A foto de Einstein descabela-do que nem maestro após reger a abertura de "O Guarani" santificava o Festival do Inventor, ali na galeria do edifício Avenida Central, num ano qualquer da década de 50. Ao lado, o retrato de Edison, austero, na pose que a lâmpada homônima divulgou. E depois de Einstein e Edison, os inventores nativos, não tão descabelados nem tão divulgados.


Pois, na onda dos festivais que começava naquele tempo, a abnegada classe dos boladores de coisas também promoveu seu festival.


A pobreza das salas atestava a pobreza dos inventores e de alguns dos inventos. Os inventores em geral são pobres, é a pobreza que lhes dá ócio e incentivo para pensarem num mundo mais confortável e digno de abrigar a humana faina. A riqueza nunca inventou nada, afora a manteiga gelada e a azeitona sem caroço.


Não há problema importante ou mesquinho, da coletividade ou do indivíduo, que não tenha inspirado a inventiva nativa. Desde o porta-avião-submarino do sr. Bellini Faria até o remédio para a calvície, do sr. Anfilofio Cerqueira Calado, natural de Bom Conselho.

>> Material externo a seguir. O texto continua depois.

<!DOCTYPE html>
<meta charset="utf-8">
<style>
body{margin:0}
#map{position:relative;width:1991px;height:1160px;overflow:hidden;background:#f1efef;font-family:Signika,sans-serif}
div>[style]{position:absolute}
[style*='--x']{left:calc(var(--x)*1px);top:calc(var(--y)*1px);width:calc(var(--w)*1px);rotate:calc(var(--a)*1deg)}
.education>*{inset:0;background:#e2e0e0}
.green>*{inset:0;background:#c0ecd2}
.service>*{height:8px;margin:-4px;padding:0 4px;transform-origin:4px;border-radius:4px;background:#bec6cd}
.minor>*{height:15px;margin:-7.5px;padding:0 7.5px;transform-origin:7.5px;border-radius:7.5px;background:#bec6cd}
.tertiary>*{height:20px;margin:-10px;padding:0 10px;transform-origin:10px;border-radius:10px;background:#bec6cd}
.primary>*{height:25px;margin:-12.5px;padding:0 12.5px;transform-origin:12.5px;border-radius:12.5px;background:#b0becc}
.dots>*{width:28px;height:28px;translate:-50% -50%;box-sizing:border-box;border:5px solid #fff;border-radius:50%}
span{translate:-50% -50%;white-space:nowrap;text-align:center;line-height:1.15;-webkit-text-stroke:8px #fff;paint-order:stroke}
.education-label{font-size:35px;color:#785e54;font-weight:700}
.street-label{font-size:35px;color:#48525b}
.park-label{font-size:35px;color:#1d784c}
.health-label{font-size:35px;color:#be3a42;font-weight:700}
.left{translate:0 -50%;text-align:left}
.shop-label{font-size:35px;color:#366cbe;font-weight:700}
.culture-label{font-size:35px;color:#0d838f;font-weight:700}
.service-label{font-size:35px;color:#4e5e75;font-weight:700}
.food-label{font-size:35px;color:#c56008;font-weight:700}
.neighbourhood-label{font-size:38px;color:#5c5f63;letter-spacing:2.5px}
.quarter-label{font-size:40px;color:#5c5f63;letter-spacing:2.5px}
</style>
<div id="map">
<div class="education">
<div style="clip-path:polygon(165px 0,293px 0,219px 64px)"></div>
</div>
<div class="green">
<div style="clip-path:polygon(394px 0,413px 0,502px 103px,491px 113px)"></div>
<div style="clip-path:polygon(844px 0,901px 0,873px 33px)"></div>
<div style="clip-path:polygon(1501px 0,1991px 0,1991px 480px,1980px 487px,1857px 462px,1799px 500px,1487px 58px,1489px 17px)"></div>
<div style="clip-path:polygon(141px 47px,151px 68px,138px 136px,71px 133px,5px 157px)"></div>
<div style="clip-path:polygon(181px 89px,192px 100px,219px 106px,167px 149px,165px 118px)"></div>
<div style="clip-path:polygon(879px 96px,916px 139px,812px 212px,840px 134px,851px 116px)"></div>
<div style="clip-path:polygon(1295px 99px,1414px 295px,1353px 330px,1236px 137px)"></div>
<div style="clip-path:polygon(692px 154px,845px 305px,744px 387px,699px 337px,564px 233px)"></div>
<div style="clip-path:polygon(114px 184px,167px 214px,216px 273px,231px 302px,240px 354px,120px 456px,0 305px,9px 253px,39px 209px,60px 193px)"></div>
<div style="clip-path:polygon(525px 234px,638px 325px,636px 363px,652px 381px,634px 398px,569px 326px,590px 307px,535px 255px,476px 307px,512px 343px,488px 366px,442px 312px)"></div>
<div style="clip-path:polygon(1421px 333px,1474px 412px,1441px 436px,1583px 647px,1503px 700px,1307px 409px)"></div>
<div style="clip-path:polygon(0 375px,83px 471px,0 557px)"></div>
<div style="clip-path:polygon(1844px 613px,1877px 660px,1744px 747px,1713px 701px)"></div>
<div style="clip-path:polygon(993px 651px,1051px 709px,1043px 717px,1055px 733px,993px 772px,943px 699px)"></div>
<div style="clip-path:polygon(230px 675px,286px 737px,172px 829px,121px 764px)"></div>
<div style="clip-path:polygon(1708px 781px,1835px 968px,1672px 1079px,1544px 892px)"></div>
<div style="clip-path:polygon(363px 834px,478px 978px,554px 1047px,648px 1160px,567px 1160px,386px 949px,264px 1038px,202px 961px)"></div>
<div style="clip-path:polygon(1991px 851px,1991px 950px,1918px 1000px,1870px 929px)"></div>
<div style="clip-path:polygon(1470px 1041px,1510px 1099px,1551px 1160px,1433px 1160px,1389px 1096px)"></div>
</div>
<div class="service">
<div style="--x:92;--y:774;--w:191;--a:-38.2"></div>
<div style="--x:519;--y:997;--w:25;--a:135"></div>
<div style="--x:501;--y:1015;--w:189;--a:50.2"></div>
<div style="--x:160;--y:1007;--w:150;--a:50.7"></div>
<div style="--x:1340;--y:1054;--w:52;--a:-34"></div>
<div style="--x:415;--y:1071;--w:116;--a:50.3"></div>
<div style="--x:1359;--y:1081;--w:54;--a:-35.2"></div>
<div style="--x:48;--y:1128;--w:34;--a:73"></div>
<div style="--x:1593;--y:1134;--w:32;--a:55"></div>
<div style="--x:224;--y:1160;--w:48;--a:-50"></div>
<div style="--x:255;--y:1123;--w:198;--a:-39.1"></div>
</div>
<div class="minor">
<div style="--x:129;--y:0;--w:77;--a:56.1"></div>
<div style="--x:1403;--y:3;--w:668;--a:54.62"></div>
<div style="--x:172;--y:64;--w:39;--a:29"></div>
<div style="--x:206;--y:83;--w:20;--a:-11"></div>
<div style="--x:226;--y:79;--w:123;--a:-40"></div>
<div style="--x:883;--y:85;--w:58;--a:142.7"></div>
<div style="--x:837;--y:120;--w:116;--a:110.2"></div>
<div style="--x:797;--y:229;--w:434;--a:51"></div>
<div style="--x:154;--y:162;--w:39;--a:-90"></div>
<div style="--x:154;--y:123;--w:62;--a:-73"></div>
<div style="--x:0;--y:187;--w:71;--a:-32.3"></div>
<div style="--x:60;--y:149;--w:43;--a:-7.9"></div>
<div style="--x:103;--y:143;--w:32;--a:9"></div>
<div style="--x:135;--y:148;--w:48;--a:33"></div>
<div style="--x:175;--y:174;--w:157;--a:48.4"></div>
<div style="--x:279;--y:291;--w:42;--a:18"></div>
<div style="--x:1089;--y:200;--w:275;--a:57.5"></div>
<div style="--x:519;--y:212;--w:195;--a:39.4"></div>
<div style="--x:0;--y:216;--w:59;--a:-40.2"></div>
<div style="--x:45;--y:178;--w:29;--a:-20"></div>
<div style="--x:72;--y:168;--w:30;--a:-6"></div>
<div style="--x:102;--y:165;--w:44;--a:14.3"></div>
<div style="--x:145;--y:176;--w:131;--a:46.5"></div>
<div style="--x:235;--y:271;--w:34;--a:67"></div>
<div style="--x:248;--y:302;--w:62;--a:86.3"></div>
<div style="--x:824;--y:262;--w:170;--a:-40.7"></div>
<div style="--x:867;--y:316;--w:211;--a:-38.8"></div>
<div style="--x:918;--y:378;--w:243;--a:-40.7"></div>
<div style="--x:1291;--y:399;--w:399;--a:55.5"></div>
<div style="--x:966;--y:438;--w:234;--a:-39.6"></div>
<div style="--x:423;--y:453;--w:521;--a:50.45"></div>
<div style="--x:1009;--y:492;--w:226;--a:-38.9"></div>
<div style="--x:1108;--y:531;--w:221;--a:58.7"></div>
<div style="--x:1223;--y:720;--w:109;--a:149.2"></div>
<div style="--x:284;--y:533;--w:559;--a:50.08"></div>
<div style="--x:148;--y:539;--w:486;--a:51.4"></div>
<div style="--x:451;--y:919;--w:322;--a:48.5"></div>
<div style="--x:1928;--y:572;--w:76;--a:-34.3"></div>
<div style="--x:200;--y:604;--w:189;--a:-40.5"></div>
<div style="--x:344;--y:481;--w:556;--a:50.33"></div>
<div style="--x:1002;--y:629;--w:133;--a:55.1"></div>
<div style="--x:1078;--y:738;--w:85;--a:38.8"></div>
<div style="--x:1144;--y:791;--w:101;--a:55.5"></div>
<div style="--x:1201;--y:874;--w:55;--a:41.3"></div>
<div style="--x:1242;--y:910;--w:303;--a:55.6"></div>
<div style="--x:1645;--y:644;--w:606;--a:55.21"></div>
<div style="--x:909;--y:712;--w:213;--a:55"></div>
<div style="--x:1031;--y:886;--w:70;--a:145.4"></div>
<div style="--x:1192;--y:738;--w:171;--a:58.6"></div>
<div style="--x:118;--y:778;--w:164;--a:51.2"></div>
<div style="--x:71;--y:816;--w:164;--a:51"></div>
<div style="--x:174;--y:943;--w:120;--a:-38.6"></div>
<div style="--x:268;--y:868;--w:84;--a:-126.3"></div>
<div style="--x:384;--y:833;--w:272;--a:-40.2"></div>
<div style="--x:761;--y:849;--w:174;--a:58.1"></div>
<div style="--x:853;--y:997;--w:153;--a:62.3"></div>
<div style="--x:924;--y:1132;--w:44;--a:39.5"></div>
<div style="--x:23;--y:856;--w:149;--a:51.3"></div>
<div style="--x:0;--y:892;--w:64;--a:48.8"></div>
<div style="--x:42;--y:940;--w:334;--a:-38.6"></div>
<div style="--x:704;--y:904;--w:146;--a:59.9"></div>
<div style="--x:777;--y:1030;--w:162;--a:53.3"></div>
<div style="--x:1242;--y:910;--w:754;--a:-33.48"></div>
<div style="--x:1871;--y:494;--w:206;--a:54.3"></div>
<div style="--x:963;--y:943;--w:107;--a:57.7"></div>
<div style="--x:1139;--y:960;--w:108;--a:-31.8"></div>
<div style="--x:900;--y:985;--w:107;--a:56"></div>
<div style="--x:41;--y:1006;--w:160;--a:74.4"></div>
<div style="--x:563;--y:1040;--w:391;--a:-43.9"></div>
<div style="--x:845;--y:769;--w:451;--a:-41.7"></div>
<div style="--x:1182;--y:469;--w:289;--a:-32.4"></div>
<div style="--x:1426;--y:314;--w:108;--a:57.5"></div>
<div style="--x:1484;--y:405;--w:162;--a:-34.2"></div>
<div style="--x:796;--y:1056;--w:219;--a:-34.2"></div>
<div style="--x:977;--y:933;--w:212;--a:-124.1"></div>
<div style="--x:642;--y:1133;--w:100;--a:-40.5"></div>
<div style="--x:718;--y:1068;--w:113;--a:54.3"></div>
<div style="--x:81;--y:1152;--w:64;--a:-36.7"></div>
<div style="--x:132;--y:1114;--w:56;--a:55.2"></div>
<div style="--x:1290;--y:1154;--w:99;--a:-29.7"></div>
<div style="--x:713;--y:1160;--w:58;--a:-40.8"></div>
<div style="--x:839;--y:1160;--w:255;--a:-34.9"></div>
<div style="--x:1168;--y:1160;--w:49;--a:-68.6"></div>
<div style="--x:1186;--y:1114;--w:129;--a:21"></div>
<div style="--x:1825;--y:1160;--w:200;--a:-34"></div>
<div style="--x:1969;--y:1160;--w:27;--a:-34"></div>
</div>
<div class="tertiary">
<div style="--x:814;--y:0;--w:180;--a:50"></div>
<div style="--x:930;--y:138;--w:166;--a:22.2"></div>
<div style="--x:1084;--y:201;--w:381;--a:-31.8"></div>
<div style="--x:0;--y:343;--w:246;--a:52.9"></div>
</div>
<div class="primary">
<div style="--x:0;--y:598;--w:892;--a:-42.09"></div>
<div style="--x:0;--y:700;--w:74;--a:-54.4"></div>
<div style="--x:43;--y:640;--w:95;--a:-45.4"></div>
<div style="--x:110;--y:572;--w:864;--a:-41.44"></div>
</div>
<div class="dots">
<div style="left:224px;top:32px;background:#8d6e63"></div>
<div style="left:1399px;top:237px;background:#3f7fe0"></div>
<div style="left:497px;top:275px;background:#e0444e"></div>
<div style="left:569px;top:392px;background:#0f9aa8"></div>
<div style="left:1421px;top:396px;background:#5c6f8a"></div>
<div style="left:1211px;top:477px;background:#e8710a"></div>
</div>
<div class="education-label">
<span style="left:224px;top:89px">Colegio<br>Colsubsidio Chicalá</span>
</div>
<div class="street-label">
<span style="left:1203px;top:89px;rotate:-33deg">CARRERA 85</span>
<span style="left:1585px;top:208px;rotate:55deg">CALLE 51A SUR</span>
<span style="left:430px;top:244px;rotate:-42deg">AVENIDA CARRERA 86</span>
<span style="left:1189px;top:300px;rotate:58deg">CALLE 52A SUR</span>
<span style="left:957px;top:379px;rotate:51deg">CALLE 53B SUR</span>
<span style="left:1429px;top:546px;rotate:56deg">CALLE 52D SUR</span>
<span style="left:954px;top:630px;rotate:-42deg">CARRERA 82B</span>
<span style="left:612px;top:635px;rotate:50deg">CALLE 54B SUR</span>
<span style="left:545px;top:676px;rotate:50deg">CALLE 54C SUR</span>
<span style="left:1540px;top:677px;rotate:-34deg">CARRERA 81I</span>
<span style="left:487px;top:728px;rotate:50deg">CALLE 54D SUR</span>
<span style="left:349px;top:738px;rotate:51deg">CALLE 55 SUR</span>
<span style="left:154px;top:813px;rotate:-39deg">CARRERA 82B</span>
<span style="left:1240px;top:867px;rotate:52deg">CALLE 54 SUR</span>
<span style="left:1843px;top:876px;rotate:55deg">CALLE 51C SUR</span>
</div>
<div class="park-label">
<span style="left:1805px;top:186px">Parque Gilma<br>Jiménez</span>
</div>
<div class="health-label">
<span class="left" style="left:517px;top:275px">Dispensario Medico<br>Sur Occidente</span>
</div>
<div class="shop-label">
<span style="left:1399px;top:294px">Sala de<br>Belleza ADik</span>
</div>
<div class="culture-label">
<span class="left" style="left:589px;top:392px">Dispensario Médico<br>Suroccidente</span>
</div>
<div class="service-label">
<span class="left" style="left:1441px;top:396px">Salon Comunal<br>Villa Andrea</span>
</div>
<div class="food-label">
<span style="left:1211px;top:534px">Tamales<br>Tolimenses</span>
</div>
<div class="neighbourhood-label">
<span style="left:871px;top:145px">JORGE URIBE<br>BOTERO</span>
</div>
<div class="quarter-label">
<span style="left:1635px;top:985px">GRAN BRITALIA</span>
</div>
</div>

Entre as duas invenções, a "alta freqüência específica" que cura câncer e tubercxolose. Bem montada e mantida, a máquina, com sua "freqüência alta e específica", é capaz de curar embriaguez e falta de dinheiro. Com algumas adaptações eletrônicas, o engenho é capaz de chegar a isso — é o que me informa o cicerone.


Menos espetacular que a alta frequência, mas também específica, é a invenção do salto de borracha com molas. "Vital" é seu nome. E o slogan é animador: "Vital significa um passo no progresso". O inventor me explica que a espinha dorsal recebe e transmite ao cérebro 11.789 choques por dia. "Vital" amortece e elimina esses 11.789 choques e poupa ao crânio 11.789 batidas desnecessárias. Até adultérios acontecem por causa dessas 11.789 batidas. Prometo a mim mesmo comprar um "Vital" na primeira oportunidade. Darei, solidário, meu passo ao progresso.


O cidadão Bellini Faria é um amargurado. Em 1931, inventou o porta-avião-submarino (vim hangar submerso —assim o inventor define o seu invento), mas ninguém quis saber dele. Nem dele nem do seu invento. Foi ao ministro da Marinha, exibiu a maquete, o ministro achou graça. Depois, durante a guerra, foi surpreendido com a notícia: os japoneses estavam usando o seu invento.


—O serviço secreto japonês roubou-me os planos.

 

—O Japão perdeu a guerra, sr. Bellini.


—E. Mas não me pagaram os direitos autorais.

 

Aperto sua mão, presto solidariedade. O sr. Bellini inventou mais coisas: grampos ferroviários, agulhas para cego enfiar a linha, torneiras que poupam água, canos que não arrebentam, gavetas que não emperram, o sr. Bellini é fértil.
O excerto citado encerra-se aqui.